The Call of Freedom
In the mid-19th century, 8,000 African Americans lived in Dorchester County. Roughly half were slaves; most of the rest worked as free laborers. Enslaved blacks, free blacks, and abolitionist whites worked together to operate the Underground Railroad, a secret network of "stations" and "conductors" that led hundreds of enslaved people to freedom and became a powerful national symbol of resistance to slavery.
A Childhood in Slavery
The Bucktown area has changed little since Harriet Tubman's childhood. Born Araminta "Minty" Ross in the early 1820s, Tubman grew up to become a daring and successful Underground Railroad conductor. After escaping bondage herself in 1849, she made 13 trips back to the Eastern Shore and led over 70 people from slavery to freedom
With strong family ties in this area, Tubman often returned to rescue he own cherished relatives and friends.
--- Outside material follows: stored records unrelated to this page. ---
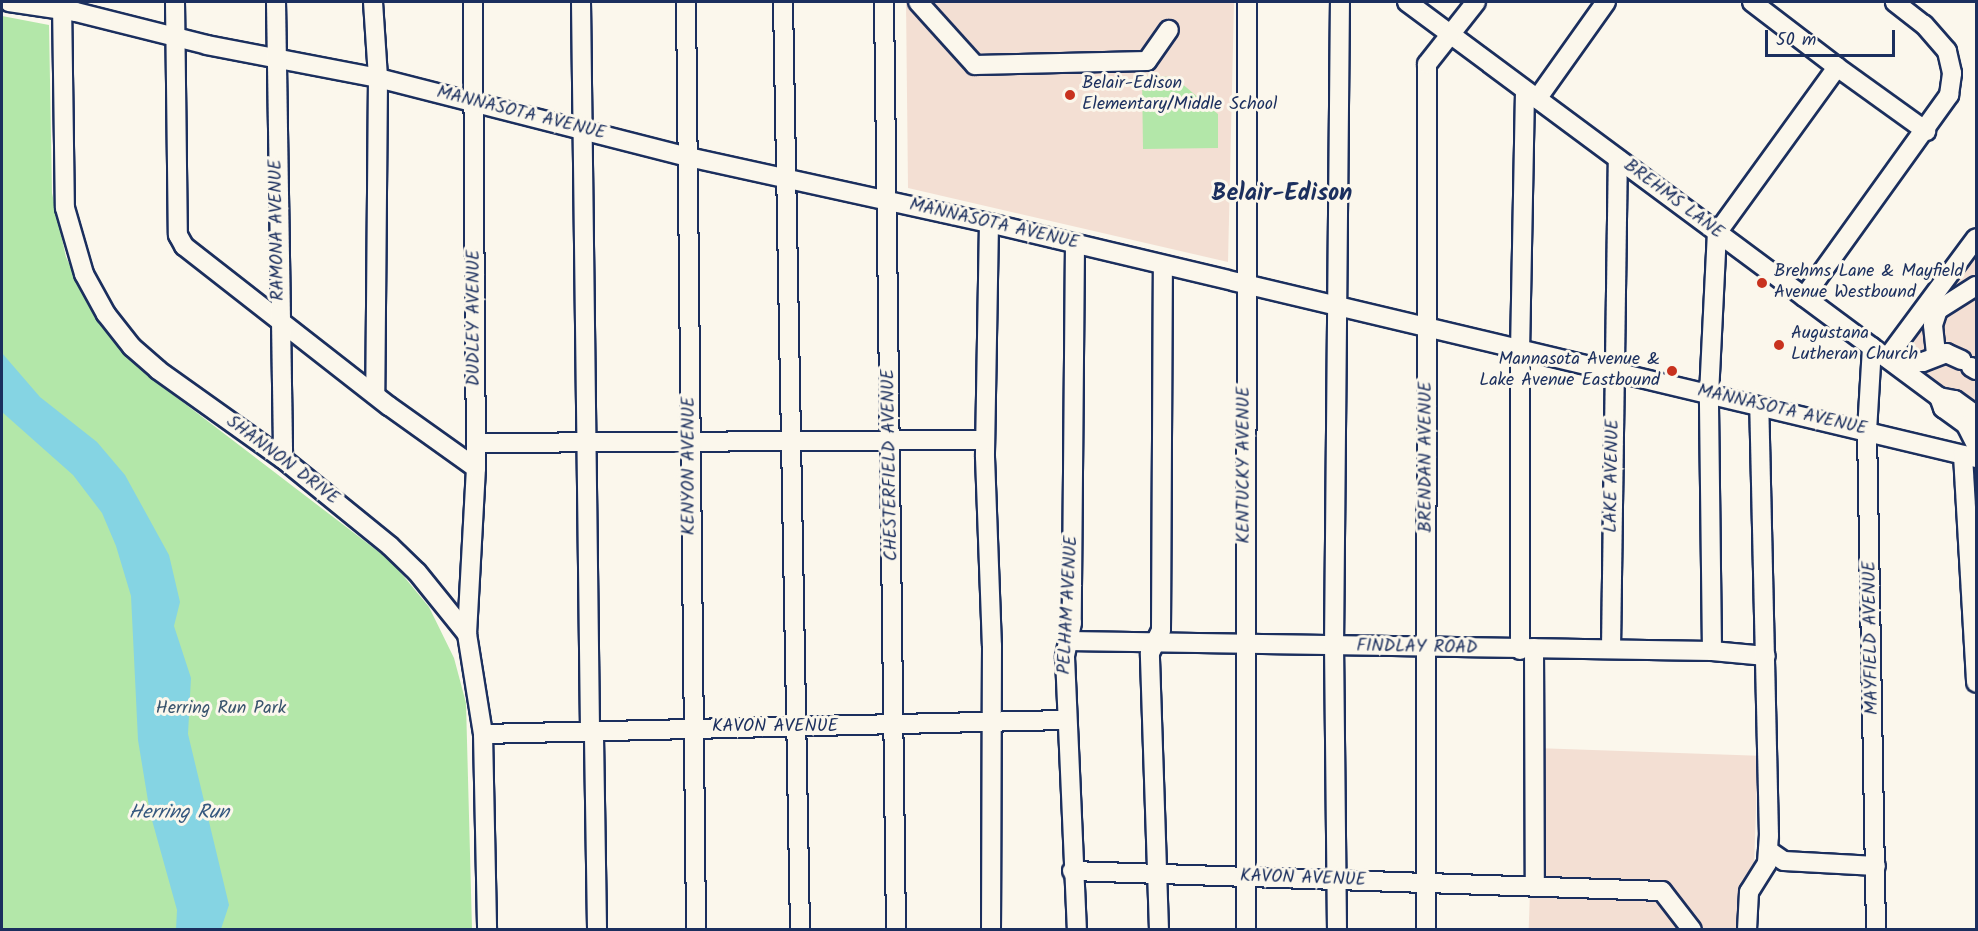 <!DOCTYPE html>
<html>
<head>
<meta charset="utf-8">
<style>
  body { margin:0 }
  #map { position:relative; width:1978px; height:931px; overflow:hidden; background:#fbf7ec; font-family:Kalam,sans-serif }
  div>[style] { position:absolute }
  .built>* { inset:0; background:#f3dfd3; transform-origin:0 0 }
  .green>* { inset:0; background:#b3e7a9 }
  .water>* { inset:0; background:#85d4e3 }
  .roads { filter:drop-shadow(2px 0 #1b2f5e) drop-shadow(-2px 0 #1b2f5e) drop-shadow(0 2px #1b2f5e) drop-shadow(0 -2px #1b2f5e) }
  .minor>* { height:18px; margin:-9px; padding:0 9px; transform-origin:9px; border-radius:9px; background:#fbf7ec }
  .dots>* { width:16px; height:16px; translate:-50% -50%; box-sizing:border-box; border:3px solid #fbf7ec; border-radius:50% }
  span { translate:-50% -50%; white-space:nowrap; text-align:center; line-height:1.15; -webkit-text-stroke:6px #fbf7ec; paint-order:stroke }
  .poi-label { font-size:18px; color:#1b2f5e }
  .left { translate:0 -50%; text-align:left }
  .right { translate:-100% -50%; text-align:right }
  .street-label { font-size:18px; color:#1b2f5e }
  .park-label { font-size:18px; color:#39546d }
  .water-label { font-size:20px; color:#36587f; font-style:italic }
  .district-label { font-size:24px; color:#1b2f5e; font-weight:700 }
  .frame { position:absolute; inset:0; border:3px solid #1b2f5e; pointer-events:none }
  .scale { position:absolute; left:1765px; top:30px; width:130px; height:27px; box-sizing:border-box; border:3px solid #1b2f5e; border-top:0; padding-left:8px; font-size:18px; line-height:21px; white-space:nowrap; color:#1b2f5e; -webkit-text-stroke:4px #fbf7ec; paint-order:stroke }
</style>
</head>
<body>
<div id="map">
  <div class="built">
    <div style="clip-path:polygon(906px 2px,1234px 2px,1228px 262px,908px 188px)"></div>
    <div style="clip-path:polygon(1976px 242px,1976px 426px,1888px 363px)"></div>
    <div style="left:1535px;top:748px;width:223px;height:182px;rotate:2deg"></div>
  </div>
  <div class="green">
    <div style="clip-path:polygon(2px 16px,49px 25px,52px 193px,66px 257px,93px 313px,122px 352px,146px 374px,392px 562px,429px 607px,454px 658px,466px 703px,472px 929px,2px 930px)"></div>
    <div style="clip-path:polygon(1142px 76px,1174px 77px,1218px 114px,1218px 148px,1143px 149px)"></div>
  </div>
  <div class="water">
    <div style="clip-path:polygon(2px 353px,40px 397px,97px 442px,125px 475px,169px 555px,180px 602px,174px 626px,191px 678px,188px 734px,229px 905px,221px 929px,176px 929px,177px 910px,150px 813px,138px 740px,131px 596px,116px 546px,102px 513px,73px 475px,2px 412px)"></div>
  </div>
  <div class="roads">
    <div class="minor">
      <div style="left:9px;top:2px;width:68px;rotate:8.5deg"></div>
      <div style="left:76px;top:12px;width:135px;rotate:14.1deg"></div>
      <div style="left:207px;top:45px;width:174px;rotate:10.9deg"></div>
      <div style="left:378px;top:78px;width:320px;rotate:14.3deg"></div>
      <div style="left:688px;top:157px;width:308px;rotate:12.4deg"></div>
      <div style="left:989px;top:223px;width:1015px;rotate:13.39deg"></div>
      <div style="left:62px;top:2px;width:206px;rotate:89.2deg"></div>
      <div style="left:65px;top:208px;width:69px;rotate:73.9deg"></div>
      <div style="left:84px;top:274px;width:46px;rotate:61.2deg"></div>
      <div style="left:106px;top:314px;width:42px;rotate:51.8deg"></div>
      <div style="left:132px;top:347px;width:35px;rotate:41deg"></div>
      <div style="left:158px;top:370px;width:153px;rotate:35.5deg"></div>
      <div style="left:283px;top:459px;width:138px;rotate:39.1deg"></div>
      <div style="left:390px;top:546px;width:37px;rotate:44deg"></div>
      <div style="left:417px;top:572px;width:80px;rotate:51.1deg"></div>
      <div style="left:467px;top:634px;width:101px;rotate:80.9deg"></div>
      <div style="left:483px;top:734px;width:196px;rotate:88.8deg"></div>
      <div style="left:175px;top:2px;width:233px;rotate:89.3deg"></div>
      <div style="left:178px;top:235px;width:13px;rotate:61deg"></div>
      <div style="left:184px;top:246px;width:260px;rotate:38deg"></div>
      <div style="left:389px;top:406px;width:107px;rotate:35.5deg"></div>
      <div style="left:276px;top:2px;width:457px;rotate:89.1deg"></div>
      <div style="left:373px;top:2px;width:76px;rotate:86.2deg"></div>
      <div style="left:378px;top:78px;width:317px;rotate:90.5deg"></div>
      <div style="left:581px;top:2px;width:728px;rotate:89.29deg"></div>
      <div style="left:590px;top:730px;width:8px;rotate:60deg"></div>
      <div style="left:594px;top:737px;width:193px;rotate:89.1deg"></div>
      <div style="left:686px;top:2px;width:928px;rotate:89.38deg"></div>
      <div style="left:783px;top:2px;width:928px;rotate:88.95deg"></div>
      <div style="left:884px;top:2px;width:928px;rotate:89.26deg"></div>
      <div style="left:918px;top:2px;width:85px;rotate:47.9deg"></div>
      <div style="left:975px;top:65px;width:172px;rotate:-1.3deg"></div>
      <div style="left:1147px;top:61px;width:38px;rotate:-55deg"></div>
      <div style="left:1407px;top:2px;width:663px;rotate:36.59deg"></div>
      <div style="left:1939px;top:397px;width:16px;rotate:11deg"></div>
      <div style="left:1955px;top:400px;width:26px;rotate:36deg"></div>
      <div style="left:1837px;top:67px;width:110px;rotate:35.7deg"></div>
      <div style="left:1537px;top:99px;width:119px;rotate:-54.6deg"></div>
      <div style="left:989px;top:223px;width:234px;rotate:91deg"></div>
      <div style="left:985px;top:457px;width:189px;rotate:87.9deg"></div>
      <div style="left:992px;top:646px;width:284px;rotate:90.2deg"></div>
      <div style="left:1075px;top:243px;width:380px;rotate:90.5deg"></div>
      <div style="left:1072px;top:623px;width:35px;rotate:102deg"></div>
      <div style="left:1065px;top:657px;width:273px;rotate:87.5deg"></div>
      <div style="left:1804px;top:297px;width:249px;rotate:-54.3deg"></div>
      <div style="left:1949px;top:95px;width:22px;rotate:-82deg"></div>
      <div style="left:1952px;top:73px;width:23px;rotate:-103deg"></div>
      <div style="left:1947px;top:51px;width:35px;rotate:-131deg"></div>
      <div style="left:1924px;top:25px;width:37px;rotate:-142deg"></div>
      <div style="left:1872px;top:347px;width:83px;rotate:93.4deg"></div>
      <div style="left:1867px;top:430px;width:500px;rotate:88.97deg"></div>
      <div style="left:1936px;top:354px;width:29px;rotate:-96deg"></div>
      <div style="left:1933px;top:325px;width:16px;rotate:-72deg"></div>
      <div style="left:1938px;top:310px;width:45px;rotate:-32.3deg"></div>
      <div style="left:1887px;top:358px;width:149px;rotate:-53.4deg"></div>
      <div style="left:1897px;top:365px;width:26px;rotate:-7deg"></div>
      <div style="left:1923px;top:362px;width:25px;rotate:-21deg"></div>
      <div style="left:1946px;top:353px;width:17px;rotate:24deg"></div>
      <div style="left:1971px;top:367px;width:6px;rotate:31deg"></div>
      <div style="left:1939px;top:397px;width:12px;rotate:70deg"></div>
      <div style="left:1943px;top:408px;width:29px;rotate:36deg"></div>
      <div style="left:1966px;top:425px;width:22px;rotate:63deg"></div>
      <div style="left:476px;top:443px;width:509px;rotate:-0.34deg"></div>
      <div style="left:1963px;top:455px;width:228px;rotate:86.7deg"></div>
      <div style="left:467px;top:634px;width:166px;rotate:-86.9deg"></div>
      <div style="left:476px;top:468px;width:466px;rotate:-90.4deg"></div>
      <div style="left:1068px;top:641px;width:644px;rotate:0.89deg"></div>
      <div style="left:1712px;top:651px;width:54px;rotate:5.3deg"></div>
      <div style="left:1534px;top:648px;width:237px;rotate:89.8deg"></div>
      <div style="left:1611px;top:649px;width:490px;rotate:-89.2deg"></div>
      <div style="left:1520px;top:650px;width:298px;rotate:-90deg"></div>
      <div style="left:1520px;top:352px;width:261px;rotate:-88.9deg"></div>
      <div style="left:1712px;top:651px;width:256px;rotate:-90.7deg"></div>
      <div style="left:1709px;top:395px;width:162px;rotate:-87.2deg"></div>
      <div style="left:1717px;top:233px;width:205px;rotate:-54.1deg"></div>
      <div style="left:1837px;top:67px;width:107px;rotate:-142.6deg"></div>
      <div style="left:483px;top:734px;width:583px;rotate:-1.38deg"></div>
      <div style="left:1768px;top:850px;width:19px;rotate:35deg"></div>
      <div style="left:1784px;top:861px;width:92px;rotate:3.1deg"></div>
      <div style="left:1072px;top:871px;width:590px;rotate:1.94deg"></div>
      <div style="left:1662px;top:891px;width:49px;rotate:52.4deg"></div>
      <div style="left:1159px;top:930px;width:277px;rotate:-91.9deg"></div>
      <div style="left:1150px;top:653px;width:25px;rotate:-64deg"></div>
      <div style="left:1161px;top:630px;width:363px;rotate:-89.7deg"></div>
      <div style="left:1246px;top:930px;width:928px;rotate:-89.94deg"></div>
      <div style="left:1337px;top:930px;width:283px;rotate:-90.6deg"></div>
      <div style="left:1334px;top:647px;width:645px;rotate:-89.47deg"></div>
      <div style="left:1426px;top:930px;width:866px;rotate:-89.93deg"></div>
      <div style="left:1427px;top:64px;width:79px;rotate:-51.7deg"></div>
      <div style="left:1747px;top:930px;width:38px;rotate:-87deg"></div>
      <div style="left:1749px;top:892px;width:34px;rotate:-58deg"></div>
      <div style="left:1767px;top:863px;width:27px;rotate:-86deg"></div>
      <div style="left:1769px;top:836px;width:430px;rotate:-91.3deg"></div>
    </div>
  </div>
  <div class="dots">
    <div style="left:1070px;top:95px;background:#c8321e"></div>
    <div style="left:1762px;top:283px;background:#c8321e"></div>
    <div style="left:1779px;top:345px;background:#c8321e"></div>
    <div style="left:1672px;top:371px;background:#c8321e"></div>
  </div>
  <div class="poi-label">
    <span class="left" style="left:1082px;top:95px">Belair-Edison<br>Elementary/Middle School</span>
    <span class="left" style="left:1774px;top:283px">Brehms Lane &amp; Mayfield<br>Avenue Westbound</span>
    <span class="left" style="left:1791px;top:345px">Augustana<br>Lutheran Church</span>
    <span class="right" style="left:1660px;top:371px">Mannasota Avenue &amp;<br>Lake Avenue Eastbound</span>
  </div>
  <div class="street-label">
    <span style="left:521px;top:114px;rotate:14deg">MANNASOTA AVENUE</span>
    <span style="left:1673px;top:200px;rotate:37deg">BREHMS LANE</span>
    <span style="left:994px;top:225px;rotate:13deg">MANNASOTA AVENUE</span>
    <span style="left:278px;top:230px;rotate:-91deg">RAMONA AVENUE</span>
    <span style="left:475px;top:318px;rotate:-90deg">DUDLEY AVENUE</span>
    <span style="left:1782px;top:411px;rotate:13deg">MANNASOTA AVENUE</span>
    <span style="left:1427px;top:457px;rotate:-90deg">BRENDAN AVENUE</span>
    <span style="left:282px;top:461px;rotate:37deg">SHANNON DRIVE</span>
    <span style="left:891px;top:465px;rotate:-91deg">CHESTERFIELD AVENUE</span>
    <span style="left:1245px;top:465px;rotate:-90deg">KENTUCKY AVENUE</span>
    <span style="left:690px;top:466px;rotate:-90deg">KENYON AVENUE</span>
    <span style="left:1613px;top:476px;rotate:-89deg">LAKE AVENUE</span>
    <span style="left:1069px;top:605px;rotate:-87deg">PELHAM AVENUE</span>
    <span style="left:1872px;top:638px;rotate:-91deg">MAYFIELD AVENUE</span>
    <span style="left:1417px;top:648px;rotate:1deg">FINDLAY ROAD</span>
    <span style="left:775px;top:727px">KAVON AVENUE</span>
    <span style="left:1303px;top:879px;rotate:2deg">KAVON AVENUE</span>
  </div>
  <div class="park-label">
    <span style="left:221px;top:709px">Herring Run Park</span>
  </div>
  <div class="water-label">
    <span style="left:179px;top:813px">Herring Run</span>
  </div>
  <div class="district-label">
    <span style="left:1282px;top:194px">Belair-Edison</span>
  </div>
  <div class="frame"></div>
  <div class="scale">50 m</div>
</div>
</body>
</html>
Tubman, her mother and siblings were ownded by Edward Brodess and lived on his farm. As early as age six or seven, Tubman was hired out to nearby farms and endured extended separations from her family.
The Birthplace Question
Some written accounts and local oral history identify the Brodess farm as Tubman's birthplace although historians have not been able to verify the actual birth site. Such uncertainty is common because few slaves' births were officially documented. Other records suggest that Edward Brodess moved Tubman's mother, "Rit" Green, here from the Madison/Woolford area just after Tubman's birth.